Exercise goal:
The answer must be every record below, reproduced exactly.

Input data Start Marker

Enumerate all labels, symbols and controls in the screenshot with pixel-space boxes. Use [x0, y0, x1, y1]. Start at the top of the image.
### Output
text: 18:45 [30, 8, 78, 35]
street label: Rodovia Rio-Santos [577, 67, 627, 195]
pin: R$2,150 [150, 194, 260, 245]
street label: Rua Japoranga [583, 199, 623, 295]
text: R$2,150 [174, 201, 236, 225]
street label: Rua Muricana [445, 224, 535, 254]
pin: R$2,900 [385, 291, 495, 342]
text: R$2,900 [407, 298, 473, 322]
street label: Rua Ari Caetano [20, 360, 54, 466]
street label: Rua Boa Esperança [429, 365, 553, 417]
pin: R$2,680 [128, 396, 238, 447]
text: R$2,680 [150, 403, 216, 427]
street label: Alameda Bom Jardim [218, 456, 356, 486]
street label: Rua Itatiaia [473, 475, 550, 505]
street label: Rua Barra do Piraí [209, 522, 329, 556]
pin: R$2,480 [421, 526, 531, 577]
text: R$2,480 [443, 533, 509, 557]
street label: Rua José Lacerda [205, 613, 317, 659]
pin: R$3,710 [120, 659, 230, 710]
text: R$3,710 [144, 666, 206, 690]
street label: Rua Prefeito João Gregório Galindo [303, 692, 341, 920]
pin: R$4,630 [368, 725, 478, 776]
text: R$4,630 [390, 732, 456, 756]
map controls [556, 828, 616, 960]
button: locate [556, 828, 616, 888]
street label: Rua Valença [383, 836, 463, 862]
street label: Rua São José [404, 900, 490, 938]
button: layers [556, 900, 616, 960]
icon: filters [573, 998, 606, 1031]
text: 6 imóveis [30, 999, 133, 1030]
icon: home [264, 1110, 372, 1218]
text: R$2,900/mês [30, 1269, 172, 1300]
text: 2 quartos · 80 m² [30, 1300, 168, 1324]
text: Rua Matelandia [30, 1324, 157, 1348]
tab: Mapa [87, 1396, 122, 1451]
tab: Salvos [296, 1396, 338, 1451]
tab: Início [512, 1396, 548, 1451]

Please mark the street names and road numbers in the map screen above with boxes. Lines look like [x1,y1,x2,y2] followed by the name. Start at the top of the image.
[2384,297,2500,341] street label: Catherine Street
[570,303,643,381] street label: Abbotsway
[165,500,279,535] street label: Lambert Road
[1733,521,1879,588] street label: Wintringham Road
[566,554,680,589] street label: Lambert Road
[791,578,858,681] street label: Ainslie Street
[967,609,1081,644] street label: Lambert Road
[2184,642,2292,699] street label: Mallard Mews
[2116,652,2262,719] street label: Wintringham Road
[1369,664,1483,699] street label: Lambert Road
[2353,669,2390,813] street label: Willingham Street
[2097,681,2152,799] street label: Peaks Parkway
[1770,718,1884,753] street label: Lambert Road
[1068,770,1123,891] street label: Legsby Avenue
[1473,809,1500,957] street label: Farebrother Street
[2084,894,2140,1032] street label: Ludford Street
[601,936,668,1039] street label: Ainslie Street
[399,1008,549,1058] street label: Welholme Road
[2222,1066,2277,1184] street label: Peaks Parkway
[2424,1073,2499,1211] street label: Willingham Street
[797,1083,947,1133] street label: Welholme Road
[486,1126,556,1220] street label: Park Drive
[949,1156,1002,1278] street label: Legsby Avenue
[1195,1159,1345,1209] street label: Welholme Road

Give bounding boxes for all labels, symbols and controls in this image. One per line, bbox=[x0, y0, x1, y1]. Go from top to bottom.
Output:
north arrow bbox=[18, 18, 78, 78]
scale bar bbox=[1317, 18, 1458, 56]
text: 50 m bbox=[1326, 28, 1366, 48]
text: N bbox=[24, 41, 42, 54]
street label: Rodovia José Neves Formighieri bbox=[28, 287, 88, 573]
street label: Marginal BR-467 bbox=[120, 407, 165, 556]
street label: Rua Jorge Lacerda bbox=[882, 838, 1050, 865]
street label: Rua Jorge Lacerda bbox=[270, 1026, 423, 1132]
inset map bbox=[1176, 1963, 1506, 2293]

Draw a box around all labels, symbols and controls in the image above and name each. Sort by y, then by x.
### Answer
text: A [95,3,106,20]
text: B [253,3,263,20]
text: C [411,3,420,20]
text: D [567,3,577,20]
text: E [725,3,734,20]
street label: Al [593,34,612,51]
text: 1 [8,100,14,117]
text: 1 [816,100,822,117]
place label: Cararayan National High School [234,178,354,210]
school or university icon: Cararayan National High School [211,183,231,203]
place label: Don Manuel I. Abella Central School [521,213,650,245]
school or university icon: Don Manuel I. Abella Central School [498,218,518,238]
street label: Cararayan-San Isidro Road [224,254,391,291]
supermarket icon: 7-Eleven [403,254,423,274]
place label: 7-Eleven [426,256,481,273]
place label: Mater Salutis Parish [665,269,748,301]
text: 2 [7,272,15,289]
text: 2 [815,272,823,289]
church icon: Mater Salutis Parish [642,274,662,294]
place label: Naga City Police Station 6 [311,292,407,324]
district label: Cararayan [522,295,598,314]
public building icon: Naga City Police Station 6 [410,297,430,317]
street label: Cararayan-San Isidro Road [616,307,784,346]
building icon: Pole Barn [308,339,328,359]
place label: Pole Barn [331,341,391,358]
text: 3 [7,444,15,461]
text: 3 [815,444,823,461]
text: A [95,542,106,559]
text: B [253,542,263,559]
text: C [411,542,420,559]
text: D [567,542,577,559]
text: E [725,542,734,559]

Input data End Marker

Task output:
Enumerate all labels, symbols and controls in the screenshot with pixel-space boxes. Use [x0, y0, x1, y1]. Start at the top of the image.
### Output
text: 18:45 [30, 8, 78, 35]
street label: Rodovia Rio-Santos [577, 67, 627, 195]
pin: R$2,150 [150, 194, 260, 245]
street label: Rua Japoranga [583, 199, 623, 295]
text: R$2,150 [174, 201, 236, 225]
street label: Rua Muricana [445, 224, 535, 254]
pin: R$2,900 [385, 291, 495, 342]
text: R$2,900 [407, 298, 473, 322]
street label: Rua Ari Caetano [20, 360, 54, 466]
street label: Rua Boa Esperança [429, 365, 553, 417]
pin: R$2,680 [128, 396, 238, 447]
text: R$2,680 [150, 403, 216, 427]
street label: Alameda Bom Jardim [218, 456, 356, 486]
street label: Rua Itatiaia [473, 475, 550, 505]
street label: Rua Barra do Piraí [209, 522, 329, 556]
pin: R$2,480 [421, 526, 531, 577]
text: R$2,480 [443, 533, 509, 557]
street label: Rua José Lacerda [205, 613, 317, 659]
pin: R$3,710 [120, 659, 230, 710]
text: R$3,710 [144, 666, 206, 690]
street label: Rua Prefeito João Gregório Galindo [303, 692, 341, 920]
pin: R$4,630 [368, 725, 478, 776]
text: R$4,630 [390, 732, 456, 756]
map controls [556, 828, 616, 960]
button: locate [556, 828, 616, 888]
street label: Rua Valença [383, 836, 463, 862]
street label: Rua São José [404, 900, 490, 938]
button: layers [556, 900, 616, 960]
icon: filters [573, 998, 606, 1031]
text: 6 imóveis [30, 999, 133, 1030]
icon: home [264, 1110, 372, 1218]
text: R$2,900/mês [30, 1269, 172, 1300]
text: 2 quartos · 80 m² [30, 1300, 168, 1324]
text: Rua Matelandia [30, 1324, 157, 1348]
tab: Mapa [87, 1396, 122, 1451]
tab: Salvos [296, 1396, 338, 1451]
tab: Início [512, 1396, 548, 1451]

Please mark the street names and road numbers in the map screen above with boxes. Lines look like [x1,y1,x2,y2] followed by the name. Start at the top of the image.
[2384,297,2500,341] street label: Catherine Street
[570,303,643,381] street label: Abbotsway
[165,500,279,535] street label: Lambert Road
[1733,521,1879,588] street label: Wintringham Road
[566,554,680,589] street label: Lambert Road
[791,578,858,681] street label: Ainslie Street
[967,609,1081,644] street label: Lambert Road
[2184,642,2292,699] street label: Mallard Mews
[2116,652,2262,719] street label: Wintringham Road
[1369,664,1483,699] street label: Lambert Road
[2353,669,2390,813] street label: Willingham Street
[2097,681,2152,799] street label: Peaks Parkway
[1770,718,1884,753] street label: Lambert Road
[1068,770,1123,891] street label: Legsby Avenue
[1473,809,1500,957] street label: Farebrother Street
[2084,894,2140,1032] street label: Ludford Street
[601,936,668,1039] street label: Ainslie Street
[399,1008,549,1058] street label: Welholme Road
[2222,1066,2277,1184] street label: Peaks Parkway
[2424,1073,2499,1211] street label: Willingham Street
[797,1083,947,1133] street label: Welholme Road
[486,1126,556,1220] street label: Park Drive
[949,1156,1002,1278] street label: Legsby Avenue
[1195,1159,1345,1209] street label: Welholme Road

Give bounding boxes for all labels, symbols and controls in this image. One per line, bbox=[x0, y0, x1, y1]. Go from top to bottom.
Output:
north arrow bbox=[18, 18, 78, 78]
scale bar bbox=[1317, 18, 1458, 56]
text: 50 m bbox=[1326, 28, 1366, 48]
text: N bbox=[24, 41, 42, 54]
street label: Rodovia José Neves Formighieri bbox=[28, 287, 88, 573]
street label: Marginal BR-467 bbox=[120, 407, 165, 556]
street label: Rua Jorge Lacerda bbox=[882, 838, 1050, 865]
street label: Rua Jorge Lacerda bbox=[270, 1026, 423, 1132]
inset map bbox=[1176, 1963, 1506, 2293]

Draw a box around all labels, symbols and controls in the image above and name each. Sort by y, then by x.
### Answer
text: A [95,3,106,20]
text: B [253,3,263,20]
text: C [411,3,420,20]
text: D [567,3,577,20]
text: E [725,3,734,20]
street label: Al [593,34,612,51]
text: 1 [8,100,14,117]
text: 1 [816,100,822,117]
place label: Cararayan National High School [234,178,354,210]
school or university icon: Cararayan National High School [211,183,231,203]
place label: Don Manuel I. Abella Central School [521,213,650,245]
school or university icon: Don Manuel I. Abella Central School [498,218,518,238]
street label: Cararayan-San Isidro Road [224,254,391,291]
supermarket icon: 7-Eleven [403,254,423,274]
place label: 7-Eleven [426,256,481,273]
place label: Mater Salutis Parish [665,269,748,301]
text: 2 [7,272,15,289]
text: 2 [815,272,823,289]
church icon: Mater Salutis Parish [642,274,662,294]
place label: Naga City Police Station 6 [311,292,407,324]
district label: Cararayan [522,295,598,314]
public building icon: Naga City Police Station 6 [410,297,430,317]
street label: Cararayan-San Isidro Road [616,307,784,346]
building icon: Pole Barn [308,339,328,359]
place label: Pole Barn [331,341,391,358]
text: 3 [7,444,15,461]
text: 3 [815,444,823,461]
text: A [95,542,106,559]
text: B [253,542,263,559]
text: C [411,542,420,559]
text: D [567,542,577,559]
text: E [725,542,734,559]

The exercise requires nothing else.